As pointed out by Radouxju this is rather conceptual problem, than technical. So I would just suggest one concept.
For fully automated process the most crucial from my perspective is to define what we consider to be ridge elevation.
This might hugely vary based on the landforming (geology) in your study area, and might need some testing.
For getting the right elevation cutoff for each valley I would suggest following:
Fix your DGM to be depression less (not contain sinks/lakes) - this is crucial if you want to make sure you won't get your valleys as multipolygons, though it is possible to go around it, and filter out possible little extra polygons at the end
Delineate watersheds as polygons from raster each with polygon id
Extract vertices as points keeping polygon ids (for grouping)

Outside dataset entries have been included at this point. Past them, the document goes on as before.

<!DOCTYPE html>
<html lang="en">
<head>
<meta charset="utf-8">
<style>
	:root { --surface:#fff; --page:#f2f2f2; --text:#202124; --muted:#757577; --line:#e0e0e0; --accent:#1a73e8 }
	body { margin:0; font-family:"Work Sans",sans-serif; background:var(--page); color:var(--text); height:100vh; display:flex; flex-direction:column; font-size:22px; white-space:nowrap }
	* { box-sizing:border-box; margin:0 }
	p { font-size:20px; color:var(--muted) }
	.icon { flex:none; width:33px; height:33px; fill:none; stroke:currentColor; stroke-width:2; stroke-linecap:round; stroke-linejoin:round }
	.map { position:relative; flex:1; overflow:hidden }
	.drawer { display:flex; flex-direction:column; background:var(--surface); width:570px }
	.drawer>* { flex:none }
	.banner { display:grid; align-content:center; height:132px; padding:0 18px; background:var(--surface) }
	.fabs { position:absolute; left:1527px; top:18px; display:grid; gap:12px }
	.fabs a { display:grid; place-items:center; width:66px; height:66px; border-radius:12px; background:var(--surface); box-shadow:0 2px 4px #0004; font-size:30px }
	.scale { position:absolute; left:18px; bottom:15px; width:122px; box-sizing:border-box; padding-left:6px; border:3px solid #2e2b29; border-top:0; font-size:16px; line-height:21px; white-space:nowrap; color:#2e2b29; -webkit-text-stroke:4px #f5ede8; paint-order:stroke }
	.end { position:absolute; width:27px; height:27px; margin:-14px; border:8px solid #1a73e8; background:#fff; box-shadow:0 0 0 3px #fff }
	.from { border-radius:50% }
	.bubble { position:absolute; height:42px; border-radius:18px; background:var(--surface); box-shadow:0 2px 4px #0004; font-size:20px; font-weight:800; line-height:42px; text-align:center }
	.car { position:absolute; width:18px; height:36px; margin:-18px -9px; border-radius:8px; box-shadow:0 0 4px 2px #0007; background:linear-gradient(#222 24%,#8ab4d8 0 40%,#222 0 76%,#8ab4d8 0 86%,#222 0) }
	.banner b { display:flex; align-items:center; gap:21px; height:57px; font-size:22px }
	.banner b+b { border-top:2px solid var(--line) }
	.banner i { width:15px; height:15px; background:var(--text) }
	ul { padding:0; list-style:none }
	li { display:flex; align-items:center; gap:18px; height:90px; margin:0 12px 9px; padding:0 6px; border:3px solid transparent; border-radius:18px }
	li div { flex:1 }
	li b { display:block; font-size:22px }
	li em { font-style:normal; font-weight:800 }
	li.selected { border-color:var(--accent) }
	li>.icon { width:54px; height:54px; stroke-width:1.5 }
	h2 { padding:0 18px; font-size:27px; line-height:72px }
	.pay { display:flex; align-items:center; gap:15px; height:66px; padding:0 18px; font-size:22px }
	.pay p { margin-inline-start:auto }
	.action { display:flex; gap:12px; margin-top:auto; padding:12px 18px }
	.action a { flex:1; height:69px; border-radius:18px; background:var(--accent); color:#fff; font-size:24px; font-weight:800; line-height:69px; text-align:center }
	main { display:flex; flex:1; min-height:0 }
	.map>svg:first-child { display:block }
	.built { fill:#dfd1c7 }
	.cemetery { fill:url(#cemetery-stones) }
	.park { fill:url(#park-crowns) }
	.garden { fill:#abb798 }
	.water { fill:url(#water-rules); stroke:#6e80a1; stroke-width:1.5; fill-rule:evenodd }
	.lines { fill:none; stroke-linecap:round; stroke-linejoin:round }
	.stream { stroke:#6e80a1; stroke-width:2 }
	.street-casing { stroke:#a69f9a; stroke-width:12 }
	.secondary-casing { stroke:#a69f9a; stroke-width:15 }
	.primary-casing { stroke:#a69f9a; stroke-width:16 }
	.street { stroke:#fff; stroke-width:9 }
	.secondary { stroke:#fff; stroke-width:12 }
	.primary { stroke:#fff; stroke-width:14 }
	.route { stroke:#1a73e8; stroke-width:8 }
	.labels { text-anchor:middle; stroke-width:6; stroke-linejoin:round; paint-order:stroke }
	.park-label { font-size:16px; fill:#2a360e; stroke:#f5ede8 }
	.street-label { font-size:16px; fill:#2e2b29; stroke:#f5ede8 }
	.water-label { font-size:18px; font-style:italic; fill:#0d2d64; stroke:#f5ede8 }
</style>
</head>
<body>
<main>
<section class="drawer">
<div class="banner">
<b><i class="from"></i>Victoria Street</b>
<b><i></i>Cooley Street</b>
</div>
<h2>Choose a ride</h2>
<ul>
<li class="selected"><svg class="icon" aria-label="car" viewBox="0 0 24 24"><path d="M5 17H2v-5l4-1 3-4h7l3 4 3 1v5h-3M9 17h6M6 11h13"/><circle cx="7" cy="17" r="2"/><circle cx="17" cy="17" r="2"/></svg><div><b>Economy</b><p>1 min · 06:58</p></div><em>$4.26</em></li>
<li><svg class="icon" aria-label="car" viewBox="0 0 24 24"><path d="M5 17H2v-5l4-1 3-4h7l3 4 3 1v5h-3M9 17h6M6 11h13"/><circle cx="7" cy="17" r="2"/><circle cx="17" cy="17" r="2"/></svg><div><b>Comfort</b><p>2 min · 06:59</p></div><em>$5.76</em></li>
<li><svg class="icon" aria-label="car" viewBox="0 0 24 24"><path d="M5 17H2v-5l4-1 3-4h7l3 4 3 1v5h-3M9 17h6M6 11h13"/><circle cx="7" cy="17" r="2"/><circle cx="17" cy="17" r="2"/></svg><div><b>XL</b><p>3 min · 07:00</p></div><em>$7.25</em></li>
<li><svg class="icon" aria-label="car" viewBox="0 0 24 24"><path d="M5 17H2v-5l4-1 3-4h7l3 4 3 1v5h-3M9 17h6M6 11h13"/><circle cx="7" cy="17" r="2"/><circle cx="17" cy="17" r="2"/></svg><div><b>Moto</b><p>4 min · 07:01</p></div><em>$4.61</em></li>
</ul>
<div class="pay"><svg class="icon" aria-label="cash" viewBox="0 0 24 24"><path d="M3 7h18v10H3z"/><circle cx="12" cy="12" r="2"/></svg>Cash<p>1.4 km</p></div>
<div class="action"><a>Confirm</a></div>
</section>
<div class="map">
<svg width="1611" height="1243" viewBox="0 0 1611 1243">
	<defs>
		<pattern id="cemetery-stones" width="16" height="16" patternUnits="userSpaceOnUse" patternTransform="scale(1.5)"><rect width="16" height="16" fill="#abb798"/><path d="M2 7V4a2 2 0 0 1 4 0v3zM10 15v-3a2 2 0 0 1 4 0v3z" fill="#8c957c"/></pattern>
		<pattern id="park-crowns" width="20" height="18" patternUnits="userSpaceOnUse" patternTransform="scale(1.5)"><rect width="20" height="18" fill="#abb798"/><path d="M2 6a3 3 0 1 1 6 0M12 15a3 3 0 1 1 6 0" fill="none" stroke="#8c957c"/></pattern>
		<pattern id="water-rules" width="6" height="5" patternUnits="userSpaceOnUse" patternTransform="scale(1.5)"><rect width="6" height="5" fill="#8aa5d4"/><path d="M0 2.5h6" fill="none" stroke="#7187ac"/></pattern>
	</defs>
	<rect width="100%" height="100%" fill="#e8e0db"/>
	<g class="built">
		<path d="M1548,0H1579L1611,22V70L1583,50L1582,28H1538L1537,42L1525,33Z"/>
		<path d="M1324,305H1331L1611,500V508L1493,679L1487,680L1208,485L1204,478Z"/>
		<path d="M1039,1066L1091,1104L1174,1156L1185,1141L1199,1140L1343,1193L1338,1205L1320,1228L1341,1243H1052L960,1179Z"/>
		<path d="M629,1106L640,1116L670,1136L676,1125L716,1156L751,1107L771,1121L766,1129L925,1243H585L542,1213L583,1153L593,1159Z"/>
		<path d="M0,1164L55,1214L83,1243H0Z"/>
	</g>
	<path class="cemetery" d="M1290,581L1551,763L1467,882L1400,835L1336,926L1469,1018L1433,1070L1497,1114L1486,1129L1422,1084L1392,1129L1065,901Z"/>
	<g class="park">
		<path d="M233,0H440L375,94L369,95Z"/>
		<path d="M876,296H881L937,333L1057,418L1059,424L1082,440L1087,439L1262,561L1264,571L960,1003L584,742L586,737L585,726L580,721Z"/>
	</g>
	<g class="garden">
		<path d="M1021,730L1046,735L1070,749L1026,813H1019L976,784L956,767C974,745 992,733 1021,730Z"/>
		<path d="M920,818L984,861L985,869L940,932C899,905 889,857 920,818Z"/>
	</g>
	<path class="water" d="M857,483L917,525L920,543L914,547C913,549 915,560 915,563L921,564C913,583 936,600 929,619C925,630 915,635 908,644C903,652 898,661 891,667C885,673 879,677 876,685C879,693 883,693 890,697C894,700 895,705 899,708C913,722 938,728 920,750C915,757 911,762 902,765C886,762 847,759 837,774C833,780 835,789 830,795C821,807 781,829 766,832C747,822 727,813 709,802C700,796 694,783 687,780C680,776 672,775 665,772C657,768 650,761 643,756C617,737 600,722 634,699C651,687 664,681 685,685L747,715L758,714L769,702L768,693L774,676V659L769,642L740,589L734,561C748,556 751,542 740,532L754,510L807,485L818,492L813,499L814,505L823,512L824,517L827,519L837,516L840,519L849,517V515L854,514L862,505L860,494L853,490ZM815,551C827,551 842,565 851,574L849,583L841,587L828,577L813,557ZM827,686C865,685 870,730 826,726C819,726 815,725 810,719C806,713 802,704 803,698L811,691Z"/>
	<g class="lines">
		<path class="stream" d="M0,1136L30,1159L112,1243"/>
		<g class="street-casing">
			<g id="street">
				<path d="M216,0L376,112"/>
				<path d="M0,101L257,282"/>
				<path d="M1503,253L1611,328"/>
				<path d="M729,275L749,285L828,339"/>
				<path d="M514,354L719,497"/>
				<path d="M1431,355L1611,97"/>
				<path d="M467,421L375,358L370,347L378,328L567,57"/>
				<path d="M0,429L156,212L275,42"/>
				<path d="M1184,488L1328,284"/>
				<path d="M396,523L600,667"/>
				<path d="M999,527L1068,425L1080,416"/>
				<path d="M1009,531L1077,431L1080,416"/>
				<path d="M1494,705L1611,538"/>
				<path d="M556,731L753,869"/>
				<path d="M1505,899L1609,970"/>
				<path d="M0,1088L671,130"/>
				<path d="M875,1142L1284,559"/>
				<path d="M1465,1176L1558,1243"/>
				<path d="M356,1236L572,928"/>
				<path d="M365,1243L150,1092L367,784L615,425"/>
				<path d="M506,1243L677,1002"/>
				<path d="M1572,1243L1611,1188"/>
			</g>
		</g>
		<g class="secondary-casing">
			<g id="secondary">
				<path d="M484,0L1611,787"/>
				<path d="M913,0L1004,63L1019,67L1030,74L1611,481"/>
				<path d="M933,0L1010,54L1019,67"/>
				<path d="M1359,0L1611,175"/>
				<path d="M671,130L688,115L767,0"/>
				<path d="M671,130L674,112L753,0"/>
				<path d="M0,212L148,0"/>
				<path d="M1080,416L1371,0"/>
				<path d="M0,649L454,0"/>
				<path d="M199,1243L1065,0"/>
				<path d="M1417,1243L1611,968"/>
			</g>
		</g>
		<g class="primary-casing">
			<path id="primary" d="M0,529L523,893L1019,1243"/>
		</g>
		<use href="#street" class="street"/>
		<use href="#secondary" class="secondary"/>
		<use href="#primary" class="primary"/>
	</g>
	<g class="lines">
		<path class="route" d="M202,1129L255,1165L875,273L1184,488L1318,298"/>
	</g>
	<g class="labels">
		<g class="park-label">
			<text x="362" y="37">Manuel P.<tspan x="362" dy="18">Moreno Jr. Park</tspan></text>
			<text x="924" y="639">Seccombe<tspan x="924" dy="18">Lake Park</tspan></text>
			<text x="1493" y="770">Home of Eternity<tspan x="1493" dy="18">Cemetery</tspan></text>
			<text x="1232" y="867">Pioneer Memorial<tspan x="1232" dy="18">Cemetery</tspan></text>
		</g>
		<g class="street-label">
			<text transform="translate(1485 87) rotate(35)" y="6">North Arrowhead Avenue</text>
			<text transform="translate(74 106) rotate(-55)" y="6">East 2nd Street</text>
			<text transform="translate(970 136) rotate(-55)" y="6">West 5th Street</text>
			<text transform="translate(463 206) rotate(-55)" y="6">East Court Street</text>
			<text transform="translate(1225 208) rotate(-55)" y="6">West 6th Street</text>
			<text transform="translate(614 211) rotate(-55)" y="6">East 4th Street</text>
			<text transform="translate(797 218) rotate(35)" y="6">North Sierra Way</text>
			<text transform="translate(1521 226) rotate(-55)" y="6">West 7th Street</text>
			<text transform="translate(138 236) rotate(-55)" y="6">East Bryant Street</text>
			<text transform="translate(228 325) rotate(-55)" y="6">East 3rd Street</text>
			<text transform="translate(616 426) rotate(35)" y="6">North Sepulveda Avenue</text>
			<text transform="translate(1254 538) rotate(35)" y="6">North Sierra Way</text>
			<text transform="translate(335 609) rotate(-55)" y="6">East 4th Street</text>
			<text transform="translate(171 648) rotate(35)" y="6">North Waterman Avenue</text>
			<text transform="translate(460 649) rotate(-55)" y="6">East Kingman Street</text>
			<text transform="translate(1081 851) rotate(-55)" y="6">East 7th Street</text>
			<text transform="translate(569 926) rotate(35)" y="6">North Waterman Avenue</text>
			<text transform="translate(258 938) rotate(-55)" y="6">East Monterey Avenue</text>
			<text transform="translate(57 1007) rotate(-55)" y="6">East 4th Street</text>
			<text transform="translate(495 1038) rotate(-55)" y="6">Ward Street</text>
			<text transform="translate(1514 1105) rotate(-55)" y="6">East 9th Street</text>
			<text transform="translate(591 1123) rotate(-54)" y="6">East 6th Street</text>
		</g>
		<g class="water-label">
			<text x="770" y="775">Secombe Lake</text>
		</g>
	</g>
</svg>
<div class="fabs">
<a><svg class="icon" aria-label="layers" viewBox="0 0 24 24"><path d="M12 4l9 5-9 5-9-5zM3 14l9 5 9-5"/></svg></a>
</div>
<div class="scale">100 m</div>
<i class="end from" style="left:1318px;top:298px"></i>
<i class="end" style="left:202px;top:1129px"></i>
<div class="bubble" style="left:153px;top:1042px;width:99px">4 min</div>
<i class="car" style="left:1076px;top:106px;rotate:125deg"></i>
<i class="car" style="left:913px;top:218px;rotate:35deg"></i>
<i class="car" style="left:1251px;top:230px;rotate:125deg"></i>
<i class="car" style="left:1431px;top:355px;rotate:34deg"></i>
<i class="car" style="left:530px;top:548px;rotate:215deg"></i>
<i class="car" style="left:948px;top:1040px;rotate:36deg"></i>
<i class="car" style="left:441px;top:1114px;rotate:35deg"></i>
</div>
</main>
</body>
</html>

Run point sampling on your DEM (DGM)
Look at elevation histograms of some most representative point group
Do you see the ridge (ridges) in it? At what percentile typically? If you see it there, there is your ridge elevation. And you say 90% of it is the value you are looking for
Calculate the elevation value for each group as desired percentile, and through polygon ID assign back to polygons, so now you have your 'valleys' with cut off elevation values
From this moment there are multiple ways how to extract your 90% ridge elevation polygons, I would consider this two:
extract contours as polygons with reasonable elevation interval from your DEM, and clip your watershed polygons by these polygon contours where the elevation is more than your calculated 90% ridge elevation - this might be crazy expensive operation for large areas, especially for dense contour interval
or for each feature in watershed layer clip your raster (DGM), reclasify it to 1 (all values below your polygon cutoff), null rest, and vectorise the '1' area into polygon, which is your final desired polygons
Not very straight forward, is it? But I am not really aware about any one click tool for this. Good luck.